Today’s topic is an oldie, but an essential one. I rarely think about the subject of character these days to be honest, since character, characterisation, creating a character and all that, does not form a part of our acting lessons in Glasgow.
But recently, Catherine emailed me asking some more questions about character.
She asked: If you don’t believe in characters, what do you call the people the actors are playing?
It’s my opinion that the question reveals more than it asks. Catherine is asking whether I call characters – characters. But she asks what you call the people that the actors play.
Herein lies much of the confusion, a character is not a person, they are fiction entity, the representation of a person, but not a person at all. The audience must think of them as people, but as actors, we must not, we must learn how to create the illusion that they are people.
Character is a set of characteristics, things we do. Remember Aristotle says that character is habitual action, we are what we do habitually. Character is habitually stressing certain elements of ourself in front of the audience.The character is a set of recognisable habitual characteristics, we only know what they are by what they do. I have a whole chapter about this debunking the hokum around the Character Myth in my eBook Truth in Action.

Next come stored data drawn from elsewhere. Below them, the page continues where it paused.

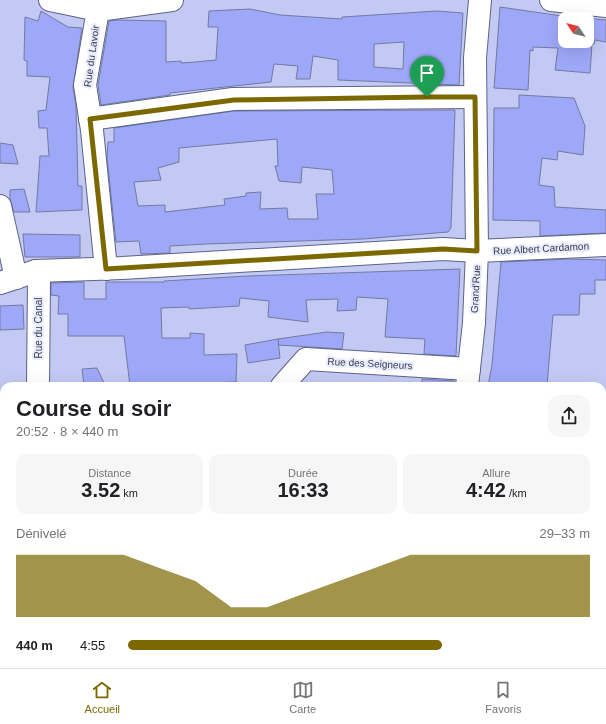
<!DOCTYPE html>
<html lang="fr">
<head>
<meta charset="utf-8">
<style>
	:root { --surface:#fff; --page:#f6f6f6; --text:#202124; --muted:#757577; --line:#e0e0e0; --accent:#7b6900 }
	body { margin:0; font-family:Helvetica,sans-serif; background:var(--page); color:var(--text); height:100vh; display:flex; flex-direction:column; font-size:15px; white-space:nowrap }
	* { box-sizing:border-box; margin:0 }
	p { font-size:13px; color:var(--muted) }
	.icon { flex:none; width:22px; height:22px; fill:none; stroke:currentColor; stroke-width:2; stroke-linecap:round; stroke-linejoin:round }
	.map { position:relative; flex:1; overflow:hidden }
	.sheet { position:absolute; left:0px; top:382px; width:606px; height:286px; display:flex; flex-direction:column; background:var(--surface); border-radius:12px 12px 0 0; box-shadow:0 4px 16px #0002 }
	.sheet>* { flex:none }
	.needle { width:26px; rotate:305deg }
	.fabs { position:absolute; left:558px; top:12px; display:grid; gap:8px }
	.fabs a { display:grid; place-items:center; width:36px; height:36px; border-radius:8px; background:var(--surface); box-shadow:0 4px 16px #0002; font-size:20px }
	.pin { position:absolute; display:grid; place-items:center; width:34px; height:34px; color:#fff; margin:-41px -17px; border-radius:50% 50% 50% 0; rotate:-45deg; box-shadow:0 0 4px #0007 }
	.pin .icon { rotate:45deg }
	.round { display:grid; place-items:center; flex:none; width:42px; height:42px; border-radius:12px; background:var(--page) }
	.overview { display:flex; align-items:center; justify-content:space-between; height:68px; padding:0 16px }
	h1 { font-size:22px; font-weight:700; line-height:30px }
	.metrics { display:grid; grid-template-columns:repeat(3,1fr); gap:6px; height:68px; padding:4px 16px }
	.metrics div { display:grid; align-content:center; border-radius:10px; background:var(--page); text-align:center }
	.metrics b { font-size:20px; font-weight:700 }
	.metrics small { font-size:11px; font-weight:400 }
	.metrics p { font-size:11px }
	.chart { height:112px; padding:8px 16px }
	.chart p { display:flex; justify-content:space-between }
	.chart svg { width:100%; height:72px; margin-top:4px; fill:var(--accent); opacity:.7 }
	ul { padding:0 16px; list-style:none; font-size:13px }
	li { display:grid; grid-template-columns:64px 48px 1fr; align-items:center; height:30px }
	li i { height:10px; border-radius:5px; background:var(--accent) }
	.menu { display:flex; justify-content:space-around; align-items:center; height:56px; border-top:1px solid var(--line); background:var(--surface); font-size:11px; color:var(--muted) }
	.menu a { display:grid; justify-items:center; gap:2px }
	.menu .active { color:var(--accent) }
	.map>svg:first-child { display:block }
</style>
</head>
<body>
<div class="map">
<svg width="606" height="668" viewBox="0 0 606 668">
	<rect width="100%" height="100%" fill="#c2c9f3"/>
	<g fill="#9ea8f8" stroke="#7479a0" fill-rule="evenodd">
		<path d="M500,7L562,16L606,20V42L595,40L594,44H592L590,73L555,70L558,48L533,47V51L530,50L528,90L494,88ZM565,19H587V41H565Z"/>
		<path d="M250,9L280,15L342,19V17L437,11L463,13L459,85L338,80V60L313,56L310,79H296L298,66L274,64L271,82L170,93V95L101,105L98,85L109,21L118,20L166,21V62L181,61V63L195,62L216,60L218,27H208L209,11ZM404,42L403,69L374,67V44Z"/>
		<polygon points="41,11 68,27 82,28 73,87 76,106 78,186 82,186 82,210 36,212 40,156 49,156 47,128 39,128 38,111 46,110 50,77 27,76 27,61 24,60 25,17 38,21"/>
		<polygon points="519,95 574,98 585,126 583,155 558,151 557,160 542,158 539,185 554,187 555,207 606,210 606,233 540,236 540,221 493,220 494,108 519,108"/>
		<path d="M455,110L451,228L448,232L363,239L206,244L170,246V253L141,254L139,241L116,242L107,158L108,142H114V128L234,111ZM277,139L278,166H275L279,181L301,183L302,167L332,170L334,194H316L318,219H288L287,208L260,209L261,192L246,193V196L224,199L225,205L165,212V205L138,206L134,182L161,180L158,168L179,162V148Z"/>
		<polygon points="0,143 13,145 18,164 0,163"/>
		<polygon points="24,189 30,212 14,212 10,199 10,190"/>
		<polygon points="23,234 80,235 80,257 25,257"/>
		<polygon points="569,259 606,260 606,280 595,280 595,294 580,294 579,315 553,315 547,386 488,386 492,365 501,262"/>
		<polygon points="460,269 456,356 424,354 425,339 385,337 388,299 357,297 356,310 337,311 338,299 306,300 308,322 268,317 269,301 240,298 239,306 189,309 189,307 161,308 162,338 190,338 190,333 204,334 204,355 237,354 236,382 130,386 124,336 68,336 68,314 58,314 59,296 51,295 51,283 84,282 84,299 106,299 106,282 164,282 164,281 247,276"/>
		<polygon points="23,305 24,329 0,330 0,306"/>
		<polygon points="327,332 344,333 342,349 278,345 278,339"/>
		<polygon points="278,339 280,358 248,363 245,345"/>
		<polygon points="97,368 104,383 84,385 82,369"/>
		<polygon points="422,379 454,381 454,386 426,386 427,384 422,383"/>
	</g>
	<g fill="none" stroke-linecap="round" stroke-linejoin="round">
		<defs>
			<g id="minor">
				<polyline points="50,0 98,10 172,0"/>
				<polyline points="551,0 606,6"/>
				<polyline points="98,10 85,85 92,130 106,269"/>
				<polyline points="90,119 233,99 475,97"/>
				<polyline points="0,206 16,278"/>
				<polyline points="36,271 39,280 38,386"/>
				<polyline points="0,283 36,271 122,268 443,249 477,251 606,245"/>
				<polyline points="282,386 306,359 469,369"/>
				<polyline points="467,386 474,323 477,251 475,58 480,0"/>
				<polyline points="602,461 606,460"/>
				<polyline points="0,596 4,598"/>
				<polyline points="432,664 432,668"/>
				<polyline points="37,668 40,664"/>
				<polyline points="126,668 131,664"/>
			</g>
		</defs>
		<use href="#minor" stroke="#5d6388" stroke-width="24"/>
		<use href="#minor" stroke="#fff" stroke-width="22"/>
	</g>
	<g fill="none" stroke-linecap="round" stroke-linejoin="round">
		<defs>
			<polygon id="route" points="427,97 475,97 477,251 443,249 106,269 90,119 234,100"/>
		</defs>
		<use href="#route" stroke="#fff" stroke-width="8"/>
		<use href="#route" stroke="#7b6900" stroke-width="5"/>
	</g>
	<g text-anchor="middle" stroke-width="4" stroke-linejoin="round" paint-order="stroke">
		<g font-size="10" fill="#393c4d" stroke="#e8ecfd">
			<text transform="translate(91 56) rotate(-82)" y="4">Rue du Lavoir</text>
			<text transform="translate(541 248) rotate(-3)" y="4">Rue Albert Cardamon</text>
			<text transform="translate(475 289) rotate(-87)" y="4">Grand'Rue</text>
			<text transform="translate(38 328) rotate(-90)" y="4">Rue du Canal</text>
			<text transform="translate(370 363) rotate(3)" y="4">Rue des Seigneurs</text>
		</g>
	</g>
</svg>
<div class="fabs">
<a><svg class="needle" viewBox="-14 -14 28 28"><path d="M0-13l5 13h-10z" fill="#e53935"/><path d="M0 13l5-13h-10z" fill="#757577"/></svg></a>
</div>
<div class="pin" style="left:427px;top:97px;background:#1e9e55"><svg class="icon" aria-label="arrive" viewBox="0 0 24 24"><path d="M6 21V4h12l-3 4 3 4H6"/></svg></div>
<section class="sheet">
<div class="overview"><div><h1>Course du soir</h1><p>20:52 · 8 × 440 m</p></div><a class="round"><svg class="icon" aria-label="share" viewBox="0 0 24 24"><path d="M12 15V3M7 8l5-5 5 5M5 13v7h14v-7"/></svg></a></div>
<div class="metrics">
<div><p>Distance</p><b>3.52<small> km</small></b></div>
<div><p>Durée</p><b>16:33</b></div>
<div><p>Allure</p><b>4:42<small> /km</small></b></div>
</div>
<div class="chart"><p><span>Dénivelé</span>29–33 m</p>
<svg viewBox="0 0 160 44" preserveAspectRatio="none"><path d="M0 44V6L10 6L20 6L30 6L40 14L50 22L60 38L70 38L80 30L90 22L100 14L110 6L120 6L130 6L140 6L150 6L160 6V44z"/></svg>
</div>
<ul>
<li><b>440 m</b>4:55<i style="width:68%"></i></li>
</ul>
</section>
</div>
<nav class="menu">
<a class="active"><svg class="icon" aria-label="home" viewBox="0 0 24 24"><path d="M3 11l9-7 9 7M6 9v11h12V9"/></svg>Accueil</a>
<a><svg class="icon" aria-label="map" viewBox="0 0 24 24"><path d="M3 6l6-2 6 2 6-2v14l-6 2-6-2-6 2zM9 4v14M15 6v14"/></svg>Carte</a>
<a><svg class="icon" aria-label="saved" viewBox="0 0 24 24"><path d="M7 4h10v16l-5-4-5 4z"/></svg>Favoris</a>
</nav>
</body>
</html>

I prefer the word ROLE instead. We all play roles in life, each one comes with its own set of behaviours. Parent, child, boss, teacher, we all make certain adjustments to play these roles, we accentuate, we augment, we repress or restrain certain aspects of our personality in order to fulfil these roles. Acting is precisely this, play the role we are given.
Catherine then asked:
I’m going to be playing Dunyasha from The Cherry Orchard. She’s younger than me, from a different country and from a different backround. I’ll be playing someone I’m not – is that not what a character is? Is this what you’re saying - That we can’t say things as someone else any different to how we would say it as ourselves? Am I basically playing myself but with those lines and a different accent? For my next show, I’m going to be playing a girl who’s mentally ill. As I’m not mentally ill, I don’t really know what its like to play a person who is so how would I go about being truthful in my representation of her?
You cannot be someone other than yourself. It’s simply impossible. Like it or not, no one has ever reached the mythical state of ‘being in character’. What you can do, is to play the role of Dunyasha, manipulating certain aspects of yourself to represent her.
You do not need to know what it’s like to be pre-revolutionary Russian gentry, you have no idea, no one does. What you can do is to understand what’s happening in the scene (we call this the LITERAL), find out what the character wants in the scene (WANT) and then to transform that fictional desire into an achievable real world action (TASK). When you pursue your TASK in the real world, working within the truth of the moment, working off your scene partners, the illusion of the character appears for the audience. It’s actually as simple as that. The more genuine you are, the more you reveal aspects of yourself to the audience. They see that as the deeper workings of the character. So acting isn’t so much putting on a mask, but taking one off.
You do not need to know anything about mental health problems to play that role. You need to understand what’s happening in the scene, find out what she wants and pursue something like it that’s achievable in the real world. Any elements of her mental health problems that are relevant to the scene are already in the scene.
This obsession with personal identification with aspects of the fictional character leads us not to truthful acting, but to quite the opposite, a self-consciousness that blocks us from really connecting with the other actors in a moment to moment way.
They told you that acting was about character, but that doesn’t make it true. I’m telling you it’s not. It’s about the truthful pursuit of an achievable goal, with certain conditions imposed by the given circumstances of the play, in relation to the other actors you are playing with on stage/screen.